(Stored items)
· · · ·

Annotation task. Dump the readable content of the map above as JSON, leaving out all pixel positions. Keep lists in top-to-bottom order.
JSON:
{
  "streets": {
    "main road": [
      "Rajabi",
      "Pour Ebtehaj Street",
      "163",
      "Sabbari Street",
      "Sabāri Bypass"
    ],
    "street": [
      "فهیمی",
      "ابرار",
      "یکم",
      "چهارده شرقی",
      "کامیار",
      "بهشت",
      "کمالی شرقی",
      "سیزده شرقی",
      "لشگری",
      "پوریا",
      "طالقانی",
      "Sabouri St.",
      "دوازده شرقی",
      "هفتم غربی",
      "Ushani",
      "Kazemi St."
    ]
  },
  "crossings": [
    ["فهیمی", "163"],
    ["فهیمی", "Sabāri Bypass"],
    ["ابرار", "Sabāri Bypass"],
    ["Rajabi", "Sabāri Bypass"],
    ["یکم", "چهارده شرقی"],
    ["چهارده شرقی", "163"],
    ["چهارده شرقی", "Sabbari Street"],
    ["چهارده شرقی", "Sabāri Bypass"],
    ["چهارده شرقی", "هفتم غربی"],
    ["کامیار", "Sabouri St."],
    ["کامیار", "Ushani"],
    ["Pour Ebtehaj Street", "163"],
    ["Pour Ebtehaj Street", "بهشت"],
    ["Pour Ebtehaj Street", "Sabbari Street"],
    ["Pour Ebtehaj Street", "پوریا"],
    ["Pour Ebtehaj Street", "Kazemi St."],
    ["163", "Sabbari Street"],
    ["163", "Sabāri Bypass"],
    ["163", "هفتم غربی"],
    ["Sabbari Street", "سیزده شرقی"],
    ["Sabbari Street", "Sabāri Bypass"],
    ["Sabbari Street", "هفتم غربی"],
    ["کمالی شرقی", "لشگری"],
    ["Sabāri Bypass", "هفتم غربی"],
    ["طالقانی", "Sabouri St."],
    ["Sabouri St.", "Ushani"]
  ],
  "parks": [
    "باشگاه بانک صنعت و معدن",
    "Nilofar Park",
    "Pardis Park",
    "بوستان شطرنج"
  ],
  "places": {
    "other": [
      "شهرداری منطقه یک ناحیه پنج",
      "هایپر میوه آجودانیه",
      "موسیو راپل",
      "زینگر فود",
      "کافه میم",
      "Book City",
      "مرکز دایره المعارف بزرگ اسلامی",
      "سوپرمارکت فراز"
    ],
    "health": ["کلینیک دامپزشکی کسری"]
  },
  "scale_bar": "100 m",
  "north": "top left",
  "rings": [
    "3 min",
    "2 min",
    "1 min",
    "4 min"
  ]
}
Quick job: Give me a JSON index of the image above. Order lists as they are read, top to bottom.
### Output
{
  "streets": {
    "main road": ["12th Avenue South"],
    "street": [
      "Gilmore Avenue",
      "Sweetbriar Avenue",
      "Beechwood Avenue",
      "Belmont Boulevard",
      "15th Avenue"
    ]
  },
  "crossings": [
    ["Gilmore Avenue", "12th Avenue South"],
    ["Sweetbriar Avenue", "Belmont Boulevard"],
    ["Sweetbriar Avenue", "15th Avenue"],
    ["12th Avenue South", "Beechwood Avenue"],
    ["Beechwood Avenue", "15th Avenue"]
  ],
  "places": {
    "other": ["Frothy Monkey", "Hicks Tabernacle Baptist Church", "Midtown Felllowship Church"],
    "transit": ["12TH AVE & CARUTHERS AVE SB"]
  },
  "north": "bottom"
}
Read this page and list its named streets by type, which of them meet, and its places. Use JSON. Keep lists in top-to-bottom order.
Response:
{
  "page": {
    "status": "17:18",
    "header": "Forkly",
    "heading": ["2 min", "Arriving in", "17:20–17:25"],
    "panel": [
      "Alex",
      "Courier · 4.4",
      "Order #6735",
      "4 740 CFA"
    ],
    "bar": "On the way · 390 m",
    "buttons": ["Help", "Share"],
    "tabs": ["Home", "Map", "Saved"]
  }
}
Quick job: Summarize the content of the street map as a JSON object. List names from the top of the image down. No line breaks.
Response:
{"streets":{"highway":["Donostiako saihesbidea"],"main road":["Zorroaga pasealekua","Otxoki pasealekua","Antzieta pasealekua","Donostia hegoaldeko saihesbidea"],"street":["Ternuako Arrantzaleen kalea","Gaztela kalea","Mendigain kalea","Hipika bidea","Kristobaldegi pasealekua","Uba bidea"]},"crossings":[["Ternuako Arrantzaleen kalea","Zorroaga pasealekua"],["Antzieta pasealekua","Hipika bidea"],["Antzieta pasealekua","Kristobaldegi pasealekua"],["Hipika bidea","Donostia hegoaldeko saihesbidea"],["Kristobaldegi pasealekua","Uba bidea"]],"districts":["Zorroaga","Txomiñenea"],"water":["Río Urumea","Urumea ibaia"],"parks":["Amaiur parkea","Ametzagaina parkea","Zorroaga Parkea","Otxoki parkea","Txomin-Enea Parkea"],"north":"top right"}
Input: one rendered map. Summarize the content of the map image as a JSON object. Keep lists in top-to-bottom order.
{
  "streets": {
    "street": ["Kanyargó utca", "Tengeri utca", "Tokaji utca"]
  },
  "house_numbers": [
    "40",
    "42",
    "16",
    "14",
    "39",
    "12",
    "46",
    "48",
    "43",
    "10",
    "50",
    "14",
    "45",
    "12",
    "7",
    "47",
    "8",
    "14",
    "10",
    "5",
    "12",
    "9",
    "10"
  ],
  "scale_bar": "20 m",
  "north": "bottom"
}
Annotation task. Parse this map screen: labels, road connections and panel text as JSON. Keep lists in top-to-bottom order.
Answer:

· · · ·

*Task to carry out*. All lines from the records above should be copied exactly.

*Solution*.
Annotation task. Dump the readable content of the map above as JSON, leaving out all pixel positions. Keep lists in top-to-bottom order.
JSON:
{
  "streets": {
    "main road": [
      "Rajabi",
      "Pour Ebtehaj Street",
      "163",
      "Sabbari Street",
      "Sabāri Bypass"
    ],
    "street": [
      "فهیمی",
      "ابرار",
      "یکم",
      "چهارده شرقی",
      "کامیار",
      "بهشت",
      "کمالی شرقی",
      "سیزده شرقی",
      "لشگری",
      "پوریا",
      "طالقانی",
      "Sabouri St.",
      "دوازده شرقی",
      "هفتم غربی",
      "Ushani",
      "Kazemi St."
    ]
  },
  "crossings": [
    ["فهیمی", "163"],
    ["فهیمی", "Sabāri Bypass"],
    ["ابرار", "Sabāri Bypass"],
    ["Rajabi", "Sabāri Bypass"],
    ["یکم", "چهارده شرقی"],
    ["چهارده شرقی", "163"],
    ["چهارده شرقی", "Sabbari Street"],
    ["چهارده شرقی", "Sabāri Bypass"],
    ["چهارده شرقی", "هفتم غربی"],
    ["کامیار", "Sabouri St."],
    ["کامیار", "Ushani"],
    ["Pour Ebtehaj Street", "163"],
    ["Pour Ebtehaj Street", "بهشت"],
    ["Pour Ebtehaj Street", "Sabbari Street"],
    ["Pour Ebtehaj Street", "پوریا"],
    ["Pour Ebtehaj Street", "Kazemi St."],
    ["163", "Sabbari Street"],
    ["163", "Sabāri Bypass"],
    ["163", "هفتم غربی"],
    ["Sabbari Street", "سیزده شرقی"],
    ["Sabbari Street", "Sabāri Bypass"],
    ["Sabbari Street", "هفتم غربی"],
    ["کمالی شرقی", "لشگری"],
    ["Sabāri Bypass", "هفتم غربی"],
    ["طالقانی", "Sabouri St."],
    ["Sabouri St.", "Ushani"]
  ],
  "parks": [
    "باشگاه بانک صنعت و معدن",
    "Nilofar Park",
    "Pardis Park",
    "بوستان شطرنج"
  ],
  "places": {
    "other": [
      "شهرداری منطقه یک ناحیه پنج",
      "هایپر میوه آجودانیه",
      "موسیو راپل",
      "زینگر فود",
      "کافه میم",
      "Book City",
      "مرکز دایره المعارف بزرگ اسلامی",
      "سوپرمارکت فراز"
    ],
    "health": ["کلینیک دامپزشکی کسری"]
  },
  "scale_bar": "100 m",
  "north": "top left",
  "rings": [
    "3 min",
    "2 min",
    "1 min",
    "4 min"
  ]
}
Quick job: Give me a JSON index of the image above. Order lists as they are read, top to bottom.
### Output
{
  "streets": {
    "main road": ["12th Avenue South"],
    "street": [
      "Gilmore Avenue",
      "Sweetbriar Avenue",
      "Beechwood Avenue",
      "Belmont Boulevard",
      "15th Avenue"
    ]
  },
  "crossings": [
    ["Gilmore Avenue", "12th Avenue South"],
    ["Sweetbriar Avenue", "Belmont Boulevard"],
    ["Sweetbriar Avenue", "15th Avenue"],
    ["12th Avenue South", "Beechwood Avenue"],
    ["Beechwood Avenue", "15th Avenue"]
  ],
  "places": {
    "other": ["Frothy Monkey", "Hicks Tabernacle Baptist Church", "Midtown Felllowship Church"],
    "transit": ["12TH AVE & CARUTHERS AVE SB"]
  },
  "north": "bottom"
}
Read this page and list its named streets by type, which of them meet, and its places. Use JSON. Keep lists in top-to-bottom order.
Response:
{
  "page": {
    "status": "17:18",
    "header": "Forkly",
    "heading": ["2 min", "Arriving in", "17:20–17:25"],
    "panel": [
      "Alex",
      "Courier · 4.4",
      "Order #6735",
      "4 740 CFA"
    ],
    "bar": "On the way · 390 m",
    "buttons": ["Help", "Share"],
    "tabs": ["Home", "Map", "Saved"]
  }
}
Quick job: Summarize the content of the street map as a JSON object. List names from the top of the image down. No line breaks.
Response:
{"streets":{"highway":["Donostiako saihesbidea"],"main road":["Zorroaga pasealekua","Otxoki pasealekua","Antzieta pasealekua","Donostia hegoaldeko saihesbidea"],"street":["Ternuako Arrantzaleen kalea","Gaztela kalea","Mendigain kalea","Hipika bidea","Kristobaldegi pasealekua","Uba bidea"]},"crossings":[["Ternuako Arrantzaleen kalea","Zorroaga pasealekua"],["Antzieta pasealekua","Hipika bidea"],["Antzieta pasealekua","Kristobaldegi pasealekua"],["Hipika bidea","Donostia hegoaldeko saihesbidea"],["Kristobaldegi pasealekua","Uba bidea"]],"districts":["Zorroaga","Txomiñenea"],"water":["Río Urumea","Urumea ibaia"],"parks":["Amaiur parkea","Ametzagaina parkea","Zorroaga Parkea","Otxoki parkea","Txomin-Enea Parkea"],"north":"top right"}
Input: one rendered map. Summarize the content of the map image as a JSON object. Keep lists in top-to-bottom order.
{
  "streets": {
    "street": ["Kanyargó utca", "Tengeri utca", "Tokaji utca"]
  },
  "house_numbers": [
    "40",
    "42",
    "16",
    "14",
    "39",
    "12",
    "46",
    "48",
    "43",
    "10",
    "50",
    "14",
    "45",
    "12",
    "7",
    "47",
    "8",
    "14",
    "10",
    "5",
    "12",
    "9",
    "10"
  ],
  "scale_bar": "20 m",
  "north": "bottom"
}
Annotation task. Parse this map screen: labels, road connections and panel text as JSON. Keep lists in top-to-bottom order.
Answer:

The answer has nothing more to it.